Hildegard Burjan wurde 1883 im heutigen Deutschland geboren. In der Schweiz studierte sie als eine von wenigen Frauen Philosophie. Danach studierte sie in Berlin, wo sie an einer schweren Nierenkolik erkrankte. Angeblich, weil es damals noch keine Klos für Frauen an der Universität gab und sie deshalb einfach nicht ging und wenig trank. Sie erkrankte so stark, dass sie lange im Spital behandelt werden musste. In dieser Zeit konvertierte sie Judentum zum Christentum. Sie überlebte und zog nach Wien.
Hildegard Burjan setzte sich für Heimarbeiterinnen ein
Um die Jahrhundertwende war Wien eine Millionenstadt. Im Zentrum der Donaumonarchie lebten viele Menschen im Elend. Burjan unterstützte eine besonders von Armut betroffene Gruppe, die Heimarbeiterinnen. Die Frauen, die neben Haushalt und Kinderbetreuung von zu Hause aus für sehr wenig Lohn arbeiteten. Burjan machte sie auf ihre Rechte aufmerksam und wollte ihre Situation verbessern. 1912 gründete sie den »Verein der christlichen Heimarbeiterinnen« in Wien.
Hildegard Burjan und sieben Sozialdemokratinnen waren die ersten Abgeordneten
Im Ersten Weltkrieg setzte sie ihre wohltätige Arbeit fort. So organisierte sie Lebensmittelverteilungen und Nähstuben für arbeitslose Frauen und Mädchen. Burjan setzte sich gemeinsam mit anderen für das Frauenwahlrecht und Mindestlöhne ein. Das allgemeine Wahlrecht für Frauen gibt es in Österreich seit 1918, es wurde gleichzeitig mit dem Ende der Monarchie und der Gründung der Republik eingeführt. Nach dem Krieg wurde Burjan in den Wiener Gemeinderat gewählt und später die erste christlich-soziale Abgeordnete der Ersten Republik. Sie und sieben Sozialdemokratinnen waren die ersten weiblichen Abgeordneten im österreichischen Parlament.

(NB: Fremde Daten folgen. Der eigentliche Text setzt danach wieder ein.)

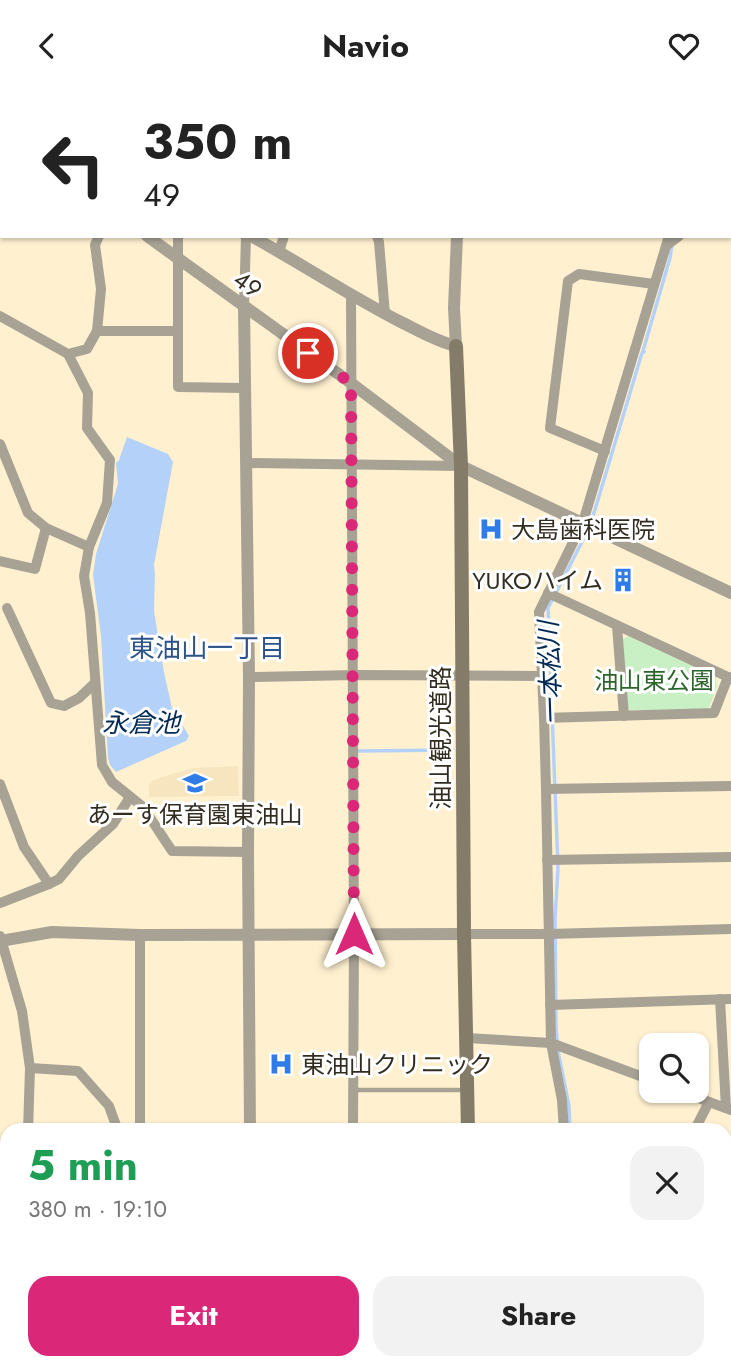 <!DOCTYPE html>
<html lang="en">
<head>
<meta charset="utf-8">
<style>
  :root { --surface:#fff; --page:#f2f2f2; --text:#222; --muted:#767676; --accent:#db2777 }
  body { margin:0; font-family:Jost,"Noto Sans JP",sans-serif; background:var(--page); color:var(--text); height:100vh; display:flex; flex-direction:column; font-size:26px; white-space:nowrap }
  * { box-sizing:border-box; margin:0 }
  p { font-size:23px; color:var(--muted) }
  .icon { flex:none; width:38px; height:38px; fill:none; stroke:currentColor; stroke-width:2; stroke-linecap:round; stroke-linejoin:round }
  .map { position:relative; flex:1; overflow:hidden }
  .side { position:absolute; left:0px; top:1032px; width:732px; height:247px; display:flex; flex-direction:column; background:var(--surface); border-radius:21px 21px 0 0; box-shadow:0 2px 5px #0004 }
  .side>* { flex:none }
  .guide { position:absolute; left:0px; top:0px; width:732px; height:147px; box-shadow:0 2px 5px #0004; background:#fff; color:var(--text); overflow:hidden }
  .fabs { position:absolute; left:639px; top:942px; display:grid; gap:14px }
  .fabs a { display:grid; place-items:center; width:70px; height:70px; border-radius:14px; background:var(--surface); box-shadow:0 2px 5px #0004; font-size:35px }
  .pin { position:absolute; display:grid; place-items:center; width:60px; height:60px; color:#fff; margin:-30px; border:4px solid #fff; border-radius:50%; box-shadow:0 2px 7px #0007 }
  .me { position:absolute; width:77px; margin:-38px; rotate:0deg; stroke-linejoin:round; filter:drop-shadow(0 0 5px #0008) }
  .turn { display:flex; align-items:center; gap:24px; height:147px; padding:0 28px; font-size:32px }
  .turn .icon { width:91px; height:91px; stroke-width:2.5 }
  .turn b { display:block; font-size:49px; line-height:60px }
  .round { display:grid; place-items:center; flex:none; width:74px; height:74px; border-radius:21px; background:var(--page) }
  .summary { display:flex; align-items:center; justify-content:space-between; height:119px; padding:0 28px }
  h1 { font-size:42px; font-weight:700; line-height:52px; color:#1e9e55 }
  .button { display:flex; gap:14px; margin-top:auto; padding:14px 28px }
  .button a { flex:1; height:80px; border-radius:21px; background:var(--accent); color:#fff; font-size:28px; font-weight:700; line-height:80px; text-align:center }
  .button a+a { background:var(--page); color:var(--text) }
  header { display:flex; justify-content:space-between; align-items:center; height:91px; padding:0 28px; background:var(--surface); font-size:32px; font-weight:700 }
  .map>svg:first-child { display:block }
  .built { fill:#f6e5be }
  .green { fill:#c8f0c4 }
  .water { fill:#b4d2f9 }
  .lines { fill:none; stroke-linecap:round; stroke-linejoin:round }
  .stream { stroke:#b4d2f9; stroke-width:3.5 }
  .river { stroke:#b4d2f9; stroke-width:19 }
  .path { stroke:#a39881; stroke-width:2; stroke-dasharray:7 3.5; stroke-linecap:butt }
  .service { stroke:#a8a295; stroke-width:4.5 }
  .minor { stroke:#a8a295; stroke-width:10 }
  .tertiary { stroke:#a8a295; stroke-width:12 }
  .secondary { stroke:#847c68; stroke-width:14 }
  .route { stroke:#db2777; stroke-width:12; stroke-dasharray:0 21.6 }
  .labels { text-anchor:middle; dominant-baseline:central; stroke-width:6; stroke-linejoin:round; paint-order:stroke }
  .street-label { font-size:24px; fill:#332d21; stroke:#fff }
  .poi-label { font-size:24px; fill:#332d21; stroke:#fff; text-anchor:start }
  .park-label { font-size:24px; fill:#2c652a; stroke:#fff }
  .neighbourhood-label { font-size:26px; fill:#2e538a; stroke:#fff }
  .water-label { font-size:26px; font-style:italic; fill:#042b55; stroke:#fff }
</style>
</head>
<body>
<header><svg class="icon" aria-label="back" viewBox="0 0 24 24"><path d="M15 5l-7 7 7 7"/></svg>Navio<svg class="icon" aria-label="heart" viewBox="0 0 24 24"><path d="M12 20l-8-8c-3-5 5-10 8-4 3-6 11-1 8 4z"/></svg></header>
<div class="map">
<svg width="731" height="1278" viewBox="0 0 731 1278">
  <rect width="100%" height="100%" fill="#fff1d0"/>
  <g class="built">
    <path d="M 238,675 L 239,705 L 149,706 L 149,694 L 152,690 L 159,687 L 193,677 Z"/>
    <path d="M 0,1189 L 2,1190 L 7,1218 L 7,1272 L 17,1272 L 20,1278 L 0,1278 Z"/>
  </g>
  <path class="green" d="M 628,545 L 716,585 L 717,596 L 708,619 L 630,619 L 625,616 L 623,548 Z"/>
  <path class="water" d="M 127,346 L 168,363 L 173,371 L 154,474 L 155,483 L 154,520 L 164,581 L 172,617 L 189,645 L 186,650 L 116,681 L 110,674 L 108,667 L 101,545 L 93,484 L 96,463 L 118,393 L 116,372 L 119,369 Z"/>
  <g class="lines">
    <g class="stream">
      <path d="M 82,0 L 91,2"/>
      <path d="M 28,2 L 29,0"/>
      <path d="M 98,2 L 102,0"/>
      <path d="M 730,73 L 731,73"/>
      <path d="M 0,81 L 2,79"/>
      <path d="M 358,660 L 453,659"/>
      <path d="M 570,1040 L 569,1015 L 559,965 L 556,938 L 555,828 L 558,777 L 548,517 L 584,447 L 594,422 L 642,262 L 644,261 L 643,260 L 670,167 L 672,154"/>
    </g>
    <path class="river" d="M 307,1278 L 310,1272"/>
    <g class="path">
      <path d="M 303,1278 L 306,1272"/>
      <path d="M 315,1278 L 318,1272"/>
    </g>
    <path class="service" d="M 353,999 L 466,999"/>
    <g class="minor">
      <path d="M 34,0 L 35,2"/>
      <path d="M 180,0 L 185,2"/>
      <path d="M 341,0 L 341,2"/>
      <path d="M 384,0 L 384,2"/>
      <path d="M 452,0 L 453,2"/>
      <path d="M 696,0 L 697,2"/>
      <path d="M 118,2 L 124,0"/>
      <path d="M 225,2 L 226,0"/>
      <path d="M 470,2 L 473,0"/>
      <path d="M 672,2 L 673,0"/>
      <path d="M 730,41 L 731,40"/>
      <path d="M 730,106 L 731,105"/>
      <path d="M 178,145 L 178,296 L 244,297"/>
      <path d="M 377,145 L 379,151 L 385,223"/>
      <path d="M 667,154 L 679,145"/>
      <path d="M 279,161 L 284,145"/>
      <path d="M 351,204 L 354,843 L 353,1040"/>
      <path d="M 244,216 L 246,145"/>
      <path d="M 0,225 L 68,263 L 88,302 L 87,337 L 110,369 L 107,412 L 89,456"/>
      <path d="M 97,240 L 178,240"/>
      <path d="M 68,263 L 87,258 L 97,240 L 101,198 L 95,154 L 99,145"/>
      <path d="M 0,353 L 28,422 L 46,437 L 89,456 L 84,485 L 90,522 L 102,674 L 112,691 L 143,716 L 172,760 L 248,761"/>
      <path d="M 605,360 L 550,337 L 568,190 L 579,183 L 654,193"/>
      <path d="M 246,372 L 461,375"/>
      <path d="M 0,470 L 35,478 L 46,437"/>
      <path d="M 548,502 L 728,586"/>
      <path d="M 7,517 L 51,612 L 64,615 L 79,607 L 95,592"/>
      <path d="M 617,535 L 624,625"/>
      <path d="M 542,585 L 539,521 L 583,431 L 669,145"/>
      <path d="M 249,586 L 357,584 L 542,585 L 544,627 L 714,622 L 728,586 L 731,588"/>
      <path d="M 544,627 L 546,698 L 731,695"/>
      <path d="M 0,693 L 24,756 L 49,793 L 0,812"/>
      <path d="M 546,698 L 551,952 L 562,1009 L 564,1040"/>
      <path d="M 547,769 L 731,766"/>
      <path d="M 49,793 L 59,788 L 78,765 L 113,733 L 130,706"/>
      <path d="M 464,843 L 549,843 L 731,838"/>
      <path d="M 0,845 L 22,920 L 30,977 L 28,1040"/>
      <path d="M 720,908 L 726,1017"/>
      <path d="M 550,914 L 731,908"/>
      <path d="M 467,947 L 551,952 L 651,989"/>
      <path d="M 30,977 L 78,980 L 109,1015 L 118,1040"/>
      <path d="M 677,999 L 731,1019"/>
      <path d="M 140,1040 L 140,844"/>
      <path d="M 694,1040 L 709,1011"/>
      <path d="M 0,1059 L 7,1059"/>
      <path d="M 724,1064 L 731,1076"/>
      <path d="M 724,1176 L 730,1167 L 727,1135"/>
      <path d="M 724,1183 L 731,1187"/>
      <path d="M 0,1184 L 7,1186"/>
      <path d="M 144,1272 L 145,1278"/>
      <path d="M 717,1272 L 728,1278"/>
      <path d="M 32,1278 L 32,1272"/>
      <path d="M 388,1278 L 388,1272"/>
      <path d="M 544,1278 L 546,1272"/>
    </g>
    <g class="tertiary">
      <path d="M 514,2 L 515,0"/>
      <path d="M 0,57 L 2,57"/>
      <path d="M 147,145 L 351,292 L 461,375 L 731,502"/>
      <path d="M 251,145 C 300,172 347,203 397,229 C 416,238 435,250 456,255 L 454,217 L 457,145"/>
      <path d="M 244,216 L 249,586 L 248,761 L 250,1040"/>
      <path d="M 0,850 L 52,841 L 140,844 L 464,843"/>
      <path d="M 248,1278 L 248,1272"/>
    </g>
    <g class="secondary">
      <path d="M 456,255 L 461,375 L 464,843 L 468,1040"/>
      <path d="M 468,1272 L 468,1278"/>
    </g>
  </g>
  <g class="lines">
    <path class="route" d="M 308,262 L 351,292 L 354,843"/>
  </g>
  <defs>
    <g id="hospital-bare" transform="scale(1.89)"><path d="M-5-5h3v3.5h4V-5h3V5h-3V1.5h-4V5h-3Z" fill="#2f7be7" stroke="#fff" stroke-width="2.5" paint-order="stroke"/></g>
    <g id="building-bare" transform="scale(1.89)"><path d="M-4-6H4V6H1V3H-1V6H-4ZM-2.5-4.3h1.7v1.8h-1.7ZM.8-4.3h1.7v1.8H.8ZM-2.5-1h1.7V.8h-1.7ZM.8-1h1.7V.8H.8Z" fill="#2f7be7" stroke="#fff" stroke-width="2.5" paint-order="stroke"/></g>
    <g id="school-bare" transform="scale(1.89)"><path d="M0-5L7-2L0 1L-7-2ZM-4 1L0 2.5L4 1V4Q0 6-4 4Z" fill="#2f7be7" stroke="#fff" stroke-width="2.5" paint-order="stroke"/></g>
  </defs>
  <g fill-rule="evenodd">
    <use href="#hospital-bare" x="491" y="438"/>
    <use href="#building-bare" x="623" y="489"/>
    <use href="#school-bare" x="195" y="692"/>
    <use href="#hospital-bare" x="281" y="973"/>
  </g>
  <g class="labels">
    <g class="street-label">
      <text transform="translate(248 193) rotate(36)">49</text>
      <text transform="translate(440 647) rotate(-90)">油山観光道路</text>
    </g>
    <g class="poi-label">
      <text x="511" y="438">大島歯科医院</text>
      <text x="603" y="489" text-anchor="end">YUKOハイム</text>
      <text x="195" y="723" text-anchor="middle">あーす保育園東油山</text>
      <text x="301" y="973">東油山クリニック</text>
    </g>
    <g class="park-label">
      <text x="654" y="589">油山東公園</text>
    </g>
    <g class="neighbourhood-label">
      <text x="207" y="557">東油山一丁目</text>
    </g>
    <g class="water-label">
      <text transform="translate(550 582) rotate(-92)">一本松川</text>
      <text x="141" y="632">永倉池</text>
    </g>
  </g>
</svg>
<div class="fabs">
<a><svg class="icon" aria-label="search" viewBox="0 0 24 24"><circle cx="10" cy="10" r="6"/><path d="M15 15l6 6"/></svg></a>
</div>
<div class="pin" style="left:308px;top:262px;background:#d93025"><svg class="icon" aria-label="arrive" viewBox="0 0 24 24"><path d="M6 21V4h12l-3 4 3 4H6"/></svg></div>
<svg class="me" style="left:354px;top:843px" viewBox="-20 -20 40 40"><path d="M0-17L14 15 0 8-14 15z" fill="#db2777" stroke="#fff" stroke-width="4"/></svg>
<div class="guide">
<div class="turn"><svg class="icon" aria-label="left" viewBox="0 0 24 24"><path d="M17 20v-9H6M10 6l-5 5 5 5"/></svg><div><b>350 m</b>49</div></div>
</div>
<section class="side">
<div class="summary"><div><h1>5 min</h1><p>380 m · 19:10</p></div><a class="round"><svg class="icon" aria-label="close" viewBox="0 0 24 24"><path d="M6 6l12 12M18 6L6 18"/></svg></a></div>
<div class="button"><a>Exit</a><a>Share</a></div>
</section>
</div>
</body>
</html>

Bei den Wahlen 1920 lässt sie sich nicht mehr aufstellen. Angeblich sei sie auch wegen des aufstrebenden Antisemitismus in ihrer Partei nicht mehr zur Wahl angetreten. Wie Hildegard Burjan zu Kanzler Engelbert Dollfuß stand, ist heute nicht ganz klar. Sie starb im Jahr 1933 und erlebte die austrofaschistische Diktatur nicht mehr mit.
Als Gründerin der katholischen Schwesterngemeinschaft Caritas Socialis wurde Hildegard Burjan zu einer wichtigen Figur der kirchlichen Sozialarbeit. Bis heute unterstützt die von ihr gegründete Organisation Familien, Jugendliche und alte Menschen.
Die Geschichte von Hildegard Burjan, Adelheid Popp und Clara Zetkin wurde 2020 in der ORF-Dokumentation ‚die Unbeugsamen‘ nacherzählt.
Dieser Text entstand in der Serie #HerStory während des Women’s History Month. Weil Frauen in der Geschichtsschreibung oft übersehen oder kleingeredet werden stellt MOMENT jeden Tag im März 2021 eine Österreicherin vor, deren Wirken wir in zeitgenössischer oder historischer Hinsicht bemerkenswert finden.